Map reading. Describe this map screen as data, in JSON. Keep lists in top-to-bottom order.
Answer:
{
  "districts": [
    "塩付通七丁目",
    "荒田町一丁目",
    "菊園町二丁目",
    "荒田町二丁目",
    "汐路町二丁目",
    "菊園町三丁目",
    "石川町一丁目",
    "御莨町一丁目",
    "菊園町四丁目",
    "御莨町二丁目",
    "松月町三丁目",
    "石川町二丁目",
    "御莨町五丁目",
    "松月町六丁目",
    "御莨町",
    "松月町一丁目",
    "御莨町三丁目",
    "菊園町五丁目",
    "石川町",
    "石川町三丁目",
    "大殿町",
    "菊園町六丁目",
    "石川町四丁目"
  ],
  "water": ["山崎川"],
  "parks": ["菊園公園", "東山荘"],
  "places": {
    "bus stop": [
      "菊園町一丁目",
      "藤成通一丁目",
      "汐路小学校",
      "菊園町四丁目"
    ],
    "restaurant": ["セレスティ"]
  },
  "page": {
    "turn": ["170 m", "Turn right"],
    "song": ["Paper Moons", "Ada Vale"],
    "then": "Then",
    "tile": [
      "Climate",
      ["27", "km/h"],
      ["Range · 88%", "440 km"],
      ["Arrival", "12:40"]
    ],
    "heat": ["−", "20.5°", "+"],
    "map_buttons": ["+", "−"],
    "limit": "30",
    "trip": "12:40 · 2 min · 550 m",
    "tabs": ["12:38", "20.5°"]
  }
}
- - -
*PROBLEM STATEMENT*: Having read the entries, repeat them all exactly.

*EXERCISE RESPONSE*:
Map reading. Describe this map screen as data, in JSON. Keep lists in top-to-bottom order.
Answer:
{
  "districts": [
    "塩付通七丁目",
    "荒田町一丁目",
    "菊園町二丁目",
    "荒田町二丁目",
    "汐路町二丁目",
    "菊園町三丁目",
    "石川町一丁目",
    "御莨町一丁目",
    "菊園町四丁目",
    "御莨町二丁目",
    "松月町三丁目",
    "石川町二丁目",
    "御莨町五丁目",
    "松月町六丁目",
    "御莨町",
    "松月町一丁目",
    "御莨町三丁目",
    "菊園町五丁目",
    "石川町",
    "石川町三丁目",
    "大殿町",
    "菊園町六丁目",
    "石川町四丁目"
  ],
  "water": ["山崎川"],
  "parks": ["菊園公園", "東山荘"],
  "places": {
    "bus stop": [
      "菊園町一丁目",
      "藤成通一丁目",
      "汐路小学校",
      "菊園町四丁目"
    ],
    "restaurant": ["セレスティ"]
  },
  "page": {
    "turn": ["170 m", "Turn right"],
    "song": ["Paper Moons", "Ada Vale"],
    "then": "Then",
    "tile": [
      "Climate",
      ["27", "km/h"],
      ["Range · 88%", "440 km"],
      ["Arrival", "12:40"]
    ],
    "heat": ["−", "20.5°", "+"],
    "map_buttons": ["+", "−"],
    "limit": "30",
    "trip": "12:40 · 2 min · 550 m",
    "tabs": ["12:38", "20.5°"]
  }
}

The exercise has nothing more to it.